# What is being asked
Look below for the line that contains "position:absolute; left:549px; top:12px;", then copy it and each following line exactly, through and including the line that contains "position:absolute; left:12px; bottom:10px;".

Data entries
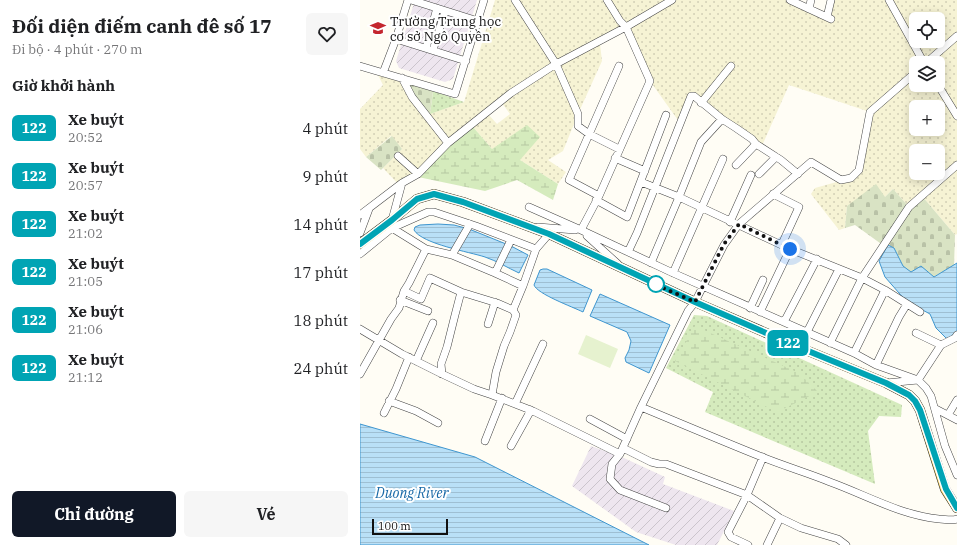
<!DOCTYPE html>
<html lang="vi">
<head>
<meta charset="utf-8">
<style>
	body { margin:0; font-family:"IBM Plex Serif",serif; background:#f6f6f6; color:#202124; height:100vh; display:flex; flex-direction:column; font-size:15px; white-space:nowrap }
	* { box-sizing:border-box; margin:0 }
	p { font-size:13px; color:#757577 }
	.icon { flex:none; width:22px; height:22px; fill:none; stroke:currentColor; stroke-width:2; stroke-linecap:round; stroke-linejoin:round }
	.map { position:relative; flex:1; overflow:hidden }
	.sheet { display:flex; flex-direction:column; background:#fff; width:360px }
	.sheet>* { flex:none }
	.badge { padding:0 8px; border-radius:6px; font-size:14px; line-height:26px }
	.buttons { position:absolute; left:549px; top:12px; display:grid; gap:8px }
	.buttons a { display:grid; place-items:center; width:36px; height:36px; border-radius:6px; background:#fff; box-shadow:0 2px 10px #0003; font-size:20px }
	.scale { position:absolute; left:12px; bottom:10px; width:76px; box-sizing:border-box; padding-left:4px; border:2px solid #111; border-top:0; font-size:11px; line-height:14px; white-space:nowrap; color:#111; -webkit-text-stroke:3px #fff; paint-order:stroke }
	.you { position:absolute; width:20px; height:20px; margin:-10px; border:3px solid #fff; border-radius:50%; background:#1a73e8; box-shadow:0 0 0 6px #1a73e833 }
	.map>.badge { position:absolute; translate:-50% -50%; box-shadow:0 0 0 2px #fff }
	h2 { padding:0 12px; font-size:15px; line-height:36px }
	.round { display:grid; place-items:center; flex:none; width:42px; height:42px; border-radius:6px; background:#f6f6f6 }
	.headline { display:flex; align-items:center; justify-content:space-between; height:68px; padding:0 12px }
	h1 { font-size:19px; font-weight:800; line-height:30px }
	.action { display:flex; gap:8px; margin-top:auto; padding:8px 12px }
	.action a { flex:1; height:46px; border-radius:6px; background:#111827; color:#fff; font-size:16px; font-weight:800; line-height:46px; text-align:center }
	.action a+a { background:#f6f6f6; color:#202124 }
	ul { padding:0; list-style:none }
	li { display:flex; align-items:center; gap:12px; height:48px; padding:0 12px }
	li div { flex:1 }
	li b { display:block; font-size:15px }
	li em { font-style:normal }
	li .badge { min-width:44px; font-weight:700; text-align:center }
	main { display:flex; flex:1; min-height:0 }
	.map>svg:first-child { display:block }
</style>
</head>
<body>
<main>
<section class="sheet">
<div class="headline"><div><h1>Đối diện điếm canh đê số 17</h1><p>Đi bộ · 4 phút · 270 m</p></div><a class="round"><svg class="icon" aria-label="heart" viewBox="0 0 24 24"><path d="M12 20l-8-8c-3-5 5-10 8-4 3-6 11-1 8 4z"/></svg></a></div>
<h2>Giờ khởi hành</h2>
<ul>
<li><span class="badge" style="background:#00a4b4;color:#fff">122</span><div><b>Xe buýt</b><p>20:52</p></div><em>4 phút</em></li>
<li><span class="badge" style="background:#00a4b4;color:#fff">122</span><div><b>Xe buýt</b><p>20:57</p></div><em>9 phút</em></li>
<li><span class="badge" style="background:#00a4b4;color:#fff">122</span><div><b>Xe buýt</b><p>21:02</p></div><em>14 phút</em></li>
<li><span class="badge" style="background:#00a4b4;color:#fff">122</span><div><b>Xe buýt</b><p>21:05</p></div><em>17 phút</em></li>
<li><span class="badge" style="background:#00a4b4;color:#fff">122</span><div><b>Xe buýt</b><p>21:06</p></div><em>18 phút</em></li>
<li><span class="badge" style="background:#00a4b4;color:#fff">122</span><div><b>Xe buýt</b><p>21:12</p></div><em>24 phút</em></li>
</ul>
<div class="action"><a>Chỉ đường</a><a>Vé</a></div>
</section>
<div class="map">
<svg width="597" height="545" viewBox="0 0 597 545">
	<defs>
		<pattern id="industrial-furrows" width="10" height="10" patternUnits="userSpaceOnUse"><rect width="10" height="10" fill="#eee6ef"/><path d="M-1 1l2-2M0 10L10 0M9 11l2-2" fill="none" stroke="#cbc4cc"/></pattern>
		<pattern id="farmland-dots" width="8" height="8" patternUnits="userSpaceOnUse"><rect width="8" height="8" fill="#f6f3d4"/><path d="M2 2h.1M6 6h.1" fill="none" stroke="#d2cfb5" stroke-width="1.8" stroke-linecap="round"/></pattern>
		<pattern id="grass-dots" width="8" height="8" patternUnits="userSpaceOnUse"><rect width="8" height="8" fill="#d5ebbd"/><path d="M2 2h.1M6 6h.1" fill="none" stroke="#b6c8a1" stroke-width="1.8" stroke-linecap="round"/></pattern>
		<pattern id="wetland-marsh" width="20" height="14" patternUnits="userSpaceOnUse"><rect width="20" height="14" fill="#d5ebbd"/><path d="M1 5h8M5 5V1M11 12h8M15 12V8" fill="none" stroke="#b6c8a1"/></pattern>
		<pattern id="cemetery-stones" width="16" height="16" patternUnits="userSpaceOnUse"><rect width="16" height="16" fill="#d9e3c4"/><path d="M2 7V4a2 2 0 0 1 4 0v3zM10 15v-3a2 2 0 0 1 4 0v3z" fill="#b9c2a7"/></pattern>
		<pattern id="water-rules" width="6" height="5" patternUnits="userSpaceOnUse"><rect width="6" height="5" fill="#b9e0f7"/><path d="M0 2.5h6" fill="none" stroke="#9ebfd3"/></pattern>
	</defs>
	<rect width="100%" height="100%" fill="#fffdf5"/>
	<path fill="url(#industrial-furrows)" d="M55,0h62l-24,79 -8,3 -46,-14 -3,-7z
		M231,446l33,12 41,19 -2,7 71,27 -17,34h-41l-40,-13 -64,-46z"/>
	<path fill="url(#farmland-dots)" fill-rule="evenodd" d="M135,0h176l-160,93 -93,81 -19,11 -16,-17 19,-19 -11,-13 -25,21 -6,-8v-40l23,-24 -7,-14 26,7 24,37 38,-13z
		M314,0h116l41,19 3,-19h55l35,63h-8v22h21l20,33v116l-2,1 -33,-39 -13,11 -16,-18 -8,8 -38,9 -2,22 -6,2 -28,-36 4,-6 36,-10 8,-8 11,-58 -81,-27 -28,63 -70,-52 -11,27 -30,-42 -24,-54zM556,107h22v22h-22zM556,151h22v22h-22z
		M530,0h67v113l-19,-32v-18h-10zM556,19h22v22h-22z
		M240,44l2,17 -24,53 -15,37 -15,9 18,12 -8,12 -38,-24 -28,-11 -19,-22 15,-13 9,10 13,-10 -8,-11 56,-37z"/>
	<path fill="url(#grass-dots)" d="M73,91l31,11 -34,12z
		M334,315l13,1 195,89 -1,12 -22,-1 -11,15 7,53 -170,-72 8,-20 -47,-24z"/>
	<path fill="url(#wetland-marsh)" d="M167,125l13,12 -20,23 38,24 -5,16 -36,-20 -32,11 -67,-14 30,-32 25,-18 19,22z
		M335,326l104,47 19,19 -41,20 -102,-51z"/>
	<path fill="url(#cemetery-stones)" d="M48,83l25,8 -3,23 -2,1 -15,-21z
		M32,136l10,13 -21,21 -15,-13z
		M516,184l9,13 8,-8 16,18 13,-11 33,39 -1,31 -21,11c-9,-2 -22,-3 -30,-10 -7,-8 -5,-24 -19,-21l-29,-21 -10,3 2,-22z"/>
	<path fill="#e6f2cf" d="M226,335l32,14 -8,19 -32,-14z"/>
	<path fill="url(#water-rules)" stroke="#3f96cf" d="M78,224l16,1 15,4 42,17 17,9 -9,18c-11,-5 -22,-12 -34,-16 -15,-5 -63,-13 -71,-27l1,-3 5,-2z
		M528,245l6,3 9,18 8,6 10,-6 13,11 23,-14v69l-10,7 -11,-11 -6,-14 -24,-13 -21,-24 -6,-16z
		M183,269h4l45,21 -9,22c-10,-5 -46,-18 -49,-27l6,-15z
		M240,294l70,31 -21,48 -23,-11 -1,-4 4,-8 2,-9 -4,-9 -37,-16z
		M0,424l115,33 174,88h-289z"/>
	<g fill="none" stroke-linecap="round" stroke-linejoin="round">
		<defs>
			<path id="minor" d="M51,0l67,21
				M155,0l41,64 22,50v12l11,8 30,15
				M430,0l41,19
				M529,0l35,63
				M449,9l2,-9
				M467,17l4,-17
				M36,39l70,22
				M66,48l11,-40
				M73,50l12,-39
				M566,63l31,-27
				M0,66l95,28 29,-94
				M23,73l13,-34 12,-39
				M42,78l10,19 36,46
				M578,85l19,31
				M341,103l30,-37
				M38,156l20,18
				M255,158l30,13
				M376,165l20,-21
				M399,174l17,-17
				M281,182l38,15 111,52 72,29 23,12 35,22
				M413,194l26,13 -17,37
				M239,196l-30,-16 50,-114
				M236,200l31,17 39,-102
				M169,207l52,23 92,43 181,80 22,12 42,15 8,8 5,8 14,50 12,29
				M0,215l42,-32
				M32,220l10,-37 16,-9 30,-31 63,-50 45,-29 70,-37 46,-27
				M370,222l21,-47
				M178,227l37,3
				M32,228l34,21 26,6 43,18
				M221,230l18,-34 51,-115 -24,-54 -6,-6 -13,-21
				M0,233l9,-24
				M227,236l31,28
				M151,240l-16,33 28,13
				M268,252l9,-19 54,-137h3l28,23 14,9 16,11 4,5 25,16 17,14
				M0,254l32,-26 36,-16h6l42,14 60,23
				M92,255l18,-31
				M291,263l28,-66 22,-55 21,-23
				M313,273l50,-114
				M44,291l17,8 9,-21 31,14 36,11 16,7
				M40,300l28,11
				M390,308l13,-28
				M400,312l30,-63
				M424,322l33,-63
				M128,324l7,-22
				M0,329l42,25 40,20 32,15 18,6 41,16 87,43
				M447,332l32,-63
				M556,333l25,12
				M470,343l32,-65 47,-71 48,-42
				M494,353l31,-63
				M56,361l17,-38
				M516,365l23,-48 8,-13
				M0,374l31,-55 8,-11 5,-17 5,-8 17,-34
				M82,374l-1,-10 6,-17 8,-32 6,-23
				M526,383l32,-3 23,-35 14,-7 2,-3
				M132,395l4,-23 8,-26 6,-14 6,-17 -3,-5 10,-24 13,-37 13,-15
				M29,401l27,10 22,12
				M155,404l28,-60
				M281,407c41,17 81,34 121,50 22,9 46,16 68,25 36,13 70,33 109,37 6,0 12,2 18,0
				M576,409l21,11
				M24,413l12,-24 13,-32
				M588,415l9,-15
				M230,419l37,20
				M125,441l17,-43
				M151,446l20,-36
				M263,448l28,14 8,2h7l81,31 33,23 21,10 37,11 8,6
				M306,508l-46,-18 -10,-11 2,-15 8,-10 21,-47 47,-96 7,-9 29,-57 15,-21 72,-62 30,18 10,-2 8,-8 11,-58 46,-40
				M388,545l-17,-8 -3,-5 19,-37 16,-38
				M407,545l13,-27"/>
			<path id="major" d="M0,244l32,-24 25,-21 17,-5 29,8 86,32 146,68 101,44 90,37 23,12 6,6 5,9 25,79 12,19"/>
		</defs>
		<use href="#minor" stroke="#444" stroke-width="8"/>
		<use href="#major" stroke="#222" stroke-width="10"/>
		<use href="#minor" stroke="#fff" stroke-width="7"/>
		<use href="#major" stroke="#f9d66b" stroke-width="9"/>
	</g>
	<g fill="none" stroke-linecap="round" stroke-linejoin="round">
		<defs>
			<path id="line" d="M0,244l32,-24 25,-21 17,-5 29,8 86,32 146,68 101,44 90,37 23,12 6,6 5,9 26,79 11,19"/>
		</defs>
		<use href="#line" stroke="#fff" stroke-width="9"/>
		<use href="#line" stroke="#00a4b4" stroke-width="6"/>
		<path stroke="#111" stroke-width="4" stroke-dasharray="0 7.2" d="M296,284l-6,-2 45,20 29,-58 15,-20 51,25"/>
	</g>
	<defs>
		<symbol id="school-bare" viewBox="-9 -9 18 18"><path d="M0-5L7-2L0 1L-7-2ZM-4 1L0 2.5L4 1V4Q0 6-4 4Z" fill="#c4262e" stroke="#fff" stroke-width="2.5" paint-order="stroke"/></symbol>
	</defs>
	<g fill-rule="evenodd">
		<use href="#school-bare" x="7" y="17" width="22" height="22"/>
	</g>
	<circle fill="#fff" stroke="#00a4b4" stroke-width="2" cx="296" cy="284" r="8"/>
	<g text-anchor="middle" stroke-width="4" stroke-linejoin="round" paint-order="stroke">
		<g font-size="13" fill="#111" stroke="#fff" text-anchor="start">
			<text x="30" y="26">Trường Trung học<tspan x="30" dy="15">cơ sở Ngô Quyền</tspan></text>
		</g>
		<g font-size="14" font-style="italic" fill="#1768a6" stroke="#fff">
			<text x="52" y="498">Duong River</text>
		</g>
	</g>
</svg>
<div class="buttons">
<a><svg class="icon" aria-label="locate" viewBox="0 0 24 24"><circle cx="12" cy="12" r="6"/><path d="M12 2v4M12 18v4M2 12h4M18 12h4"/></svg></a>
<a><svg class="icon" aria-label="layers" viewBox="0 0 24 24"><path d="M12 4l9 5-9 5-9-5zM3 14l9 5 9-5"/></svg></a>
<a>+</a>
<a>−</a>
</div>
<div class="scale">100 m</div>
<div class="you" style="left:430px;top:249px"></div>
<b class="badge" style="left:428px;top:343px;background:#00a4b4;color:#fff">122</b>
</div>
</main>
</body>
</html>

# Task response
	.buttons { position:absolute; left:549px; top:12px; display:grid; gap:8px }
	.buttons a { display:grid; place-items:center; width:36px; height:36px; border-radius:6px; background:#fff; box-shadow:0 2px 10px #0003; font-size:20px }
	.scale { position:absolute; left:12px; bottom:10px; width:76px; box-sizing:border-box; padding-left:4px; border:2px solid #111; border-top:0; font-size:11px; line-height:14px; white-space:nowrap; color:#111; -webkit-text-stroke:3px #fff; paint-order:stroke }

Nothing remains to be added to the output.